Q Field Questions

**Samson** · July 7th 2010, 05:19 AM

Hello everybody,

I reached this long section in my book about Q Fields, and after reading through this section, a couple of the examples have me feeling less than enlightened. Here they are:

1. If alpha = a + b*Sqrt(d) (which exists in) Q[Sqrt(d)], an expression for a/a_bar in terms of a,b, and d can be found, assuming d is not a perfect square. I read this and was like what????

My work thus far: I don't know what they mean by a/a_bar. I know I did Sqrt[(alpha-a)/b)=d and somehow we force d not to be an integer... perhaps they mean a_bar = alpha-a ? No clue

2. Does anyone know if every element of Q[Sqrt(2)] have a square root in Q[Sqrt(2)] ? Can this be proven/disproven with a counterexample?

I just have problems entirely on where to go with that one.

I really appreciate any and all help! Thank you!

**Amer** · July 7th 2010, 08:07 AM

Originally Posted by Samson

1. If alpha = a + b*Sqrt(d) (which exists in) Q[Sqrt(d)], an expression for a/a_bar in terms of a,b, and d can be found, assuming d is not a perfect square?

do you mean
an expression for $\alpha\cdot \overline{\alpha}$

**undefined** · July 7th 2010, 08:13 AM

Originally Posted by Samson

Hello everybody,

I reached this long section in my book about Q Fields, and after reading through this section, a couple of the examples have me feeling less than enlightened.
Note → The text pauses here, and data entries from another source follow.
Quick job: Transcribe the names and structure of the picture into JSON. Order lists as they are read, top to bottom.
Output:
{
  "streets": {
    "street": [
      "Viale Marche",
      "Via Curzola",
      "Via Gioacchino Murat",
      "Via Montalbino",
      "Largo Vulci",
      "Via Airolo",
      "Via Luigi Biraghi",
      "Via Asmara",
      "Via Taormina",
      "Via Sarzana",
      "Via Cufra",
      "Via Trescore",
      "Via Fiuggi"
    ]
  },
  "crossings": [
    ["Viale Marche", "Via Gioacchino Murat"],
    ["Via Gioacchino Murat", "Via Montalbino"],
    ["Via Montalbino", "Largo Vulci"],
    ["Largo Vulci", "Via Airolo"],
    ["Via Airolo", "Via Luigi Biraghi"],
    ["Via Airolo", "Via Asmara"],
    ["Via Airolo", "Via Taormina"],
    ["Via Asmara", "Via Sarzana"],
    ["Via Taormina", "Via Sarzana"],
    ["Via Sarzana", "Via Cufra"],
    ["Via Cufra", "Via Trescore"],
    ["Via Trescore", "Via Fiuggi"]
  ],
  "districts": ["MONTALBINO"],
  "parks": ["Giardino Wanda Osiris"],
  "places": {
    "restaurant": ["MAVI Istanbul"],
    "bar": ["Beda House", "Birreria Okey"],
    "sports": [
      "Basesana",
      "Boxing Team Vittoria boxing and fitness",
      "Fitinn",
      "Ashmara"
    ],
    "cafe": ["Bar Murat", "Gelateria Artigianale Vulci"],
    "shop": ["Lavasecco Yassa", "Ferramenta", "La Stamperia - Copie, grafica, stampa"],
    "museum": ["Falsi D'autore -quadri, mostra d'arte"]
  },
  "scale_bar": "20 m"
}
Here they are:

1. If alpha = a + b*Sqrt(d) (which exists in) Q[Sqrt(d)], an expression for a/a_bar in terms of a,b, and d can be found, assuming d is not a perfect square. I read this and was like what????

My work thus far: I don't know what they mean by a/a_bar. I know I did Sqrt[(alpha-a)/b)=d and somehow we force d not to be an integer... perhaps they mean a_bar = alpha-a ? No clue

2. Does anyone know if every element of Q[Sqrt(2)] have a square root in Q[Sqrt(2)] ? Can this be proven/disproven with a counterexample?
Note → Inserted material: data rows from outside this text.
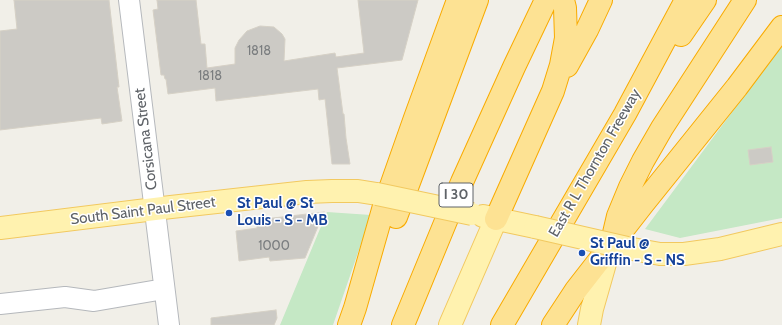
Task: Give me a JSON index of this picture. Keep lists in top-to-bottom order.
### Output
{
  "streets": {
    "highway": ["East R L Thornton Freeway", "I 30"],
    "main road": ["South Saint Paul Street"],
    "street": ["Corsicana Street"]
  },
  "crossings": [
    ["Corsicana Street", "South Saint Paul Street"]
  ],
  "places": ["St Paul @ St Louis - S - MB", "St Paul @ Griffin - S - NS"],
  "house_numbers": ["1818", "1818", "1000"]
}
I just have problems entirely on where to go with that one.

I really appreciate any and all help! Thank you!

1. I do not know what a_bar could refer to. My guess is that the alpha symbol looks enough like "a" that you couldn't distinguish them.

$\displaystyle \frac{\alpha}{\overline{\alpha}} = \frac{a+b\sqrt{D}}{a-b\sqrt{D}}=$

$\cdots$

$\displaystyle \frac{a^2+b^2D}{a^2-b^2D} + \frac{2ab}{a^2-b^2D}\sqrt{D}$

2. (Should be fixed now compared with what I initially wrote) This is pretty easily disproven. Consider that

$(a + b\sqrt{D})^2 = a^2+b^2D + 2ab\sqrt{D}$

Suppose that $\sqrt{3+0\sqrt{2}}\in\mathbb{Q}(\sqrt{2})$ . So

$a^2+2b^2=3$

$2ab = 0$

Clearly a and b can't both equal 0. Suppose a = 0, then

$2b^2=3$

$b^2=3/2$

b is not rational, contradiction.

Suppose b = 0, then a is the square root of 3, also not rational, thus contradiction. QED.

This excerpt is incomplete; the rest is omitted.